Aim of the task | Lines in the listing below containing the string "canvas" are to be identified and copied.

Exercise input |
──────────

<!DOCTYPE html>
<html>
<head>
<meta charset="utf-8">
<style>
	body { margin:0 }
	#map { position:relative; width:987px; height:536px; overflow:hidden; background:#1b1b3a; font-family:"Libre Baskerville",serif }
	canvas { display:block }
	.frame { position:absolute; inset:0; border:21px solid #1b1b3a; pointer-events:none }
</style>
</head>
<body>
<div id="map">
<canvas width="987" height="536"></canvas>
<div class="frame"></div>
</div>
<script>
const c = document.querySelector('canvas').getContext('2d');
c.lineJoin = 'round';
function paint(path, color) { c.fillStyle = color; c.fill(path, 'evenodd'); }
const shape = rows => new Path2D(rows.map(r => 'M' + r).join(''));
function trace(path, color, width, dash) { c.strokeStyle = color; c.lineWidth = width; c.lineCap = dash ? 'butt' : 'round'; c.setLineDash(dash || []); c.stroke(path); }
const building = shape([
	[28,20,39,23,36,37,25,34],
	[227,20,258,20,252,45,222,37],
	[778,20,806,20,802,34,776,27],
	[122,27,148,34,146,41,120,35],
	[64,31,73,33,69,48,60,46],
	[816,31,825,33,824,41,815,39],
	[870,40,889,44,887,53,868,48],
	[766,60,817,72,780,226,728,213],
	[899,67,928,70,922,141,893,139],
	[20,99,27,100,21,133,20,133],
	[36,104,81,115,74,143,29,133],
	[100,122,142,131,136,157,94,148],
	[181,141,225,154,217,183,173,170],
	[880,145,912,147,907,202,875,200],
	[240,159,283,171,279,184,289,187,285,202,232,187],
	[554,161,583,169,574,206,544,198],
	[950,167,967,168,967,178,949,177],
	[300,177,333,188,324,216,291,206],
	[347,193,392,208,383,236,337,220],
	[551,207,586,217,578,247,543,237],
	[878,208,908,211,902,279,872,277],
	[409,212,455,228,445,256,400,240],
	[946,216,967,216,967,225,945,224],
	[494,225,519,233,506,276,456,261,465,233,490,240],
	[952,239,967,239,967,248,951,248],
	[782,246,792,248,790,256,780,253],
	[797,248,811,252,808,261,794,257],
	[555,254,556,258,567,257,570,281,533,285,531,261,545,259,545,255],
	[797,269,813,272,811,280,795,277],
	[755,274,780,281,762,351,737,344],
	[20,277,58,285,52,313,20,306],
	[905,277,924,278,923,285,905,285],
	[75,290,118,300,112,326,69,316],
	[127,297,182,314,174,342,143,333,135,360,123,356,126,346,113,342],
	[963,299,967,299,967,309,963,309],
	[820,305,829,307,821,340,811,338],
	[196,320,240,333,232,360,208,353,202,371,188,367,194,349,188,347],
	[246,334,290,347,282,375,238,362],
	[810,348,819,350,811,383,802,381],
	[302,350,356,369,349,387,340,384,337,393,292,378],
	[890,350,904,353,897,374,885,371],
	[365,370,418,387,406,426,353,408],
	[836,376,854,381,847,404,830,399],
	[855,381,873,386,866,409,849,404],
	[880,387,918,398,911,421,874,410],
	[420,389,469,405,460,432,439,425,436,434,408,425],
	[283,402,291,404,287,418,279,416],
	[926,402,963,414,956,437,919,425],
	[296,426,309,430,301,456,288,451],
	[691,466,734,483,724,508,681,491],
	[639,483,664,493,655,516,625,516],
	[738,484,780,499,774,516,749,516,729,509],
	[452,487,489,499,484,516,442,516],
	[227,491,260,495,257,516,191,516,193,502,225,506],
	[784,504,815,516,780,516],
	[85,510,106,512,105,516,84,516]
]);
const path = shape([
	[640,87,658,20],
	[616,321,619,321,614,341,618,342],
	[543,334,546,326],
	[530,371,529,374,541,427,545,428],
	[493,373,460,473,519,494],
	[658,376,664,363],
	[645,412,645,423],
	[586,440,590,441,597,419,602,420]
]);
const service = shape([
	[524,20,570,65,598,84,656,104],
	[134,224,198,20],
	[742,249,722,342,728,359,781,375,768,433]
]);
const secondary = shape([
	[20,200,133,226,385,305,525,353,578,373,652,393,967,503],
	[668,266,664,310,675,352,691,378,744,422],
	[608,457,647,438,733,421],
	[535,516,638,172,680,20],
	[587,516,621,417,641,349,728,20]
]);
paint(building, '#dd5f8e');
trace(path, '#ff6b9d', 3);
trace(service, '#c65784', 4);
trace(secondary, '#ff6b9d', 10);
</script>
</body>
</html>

──────────

Task solution |
	canvas { display:block }
<canvas width="987" height="536"></canvas>
const c = document.querySelector('canvas').getContext('2d');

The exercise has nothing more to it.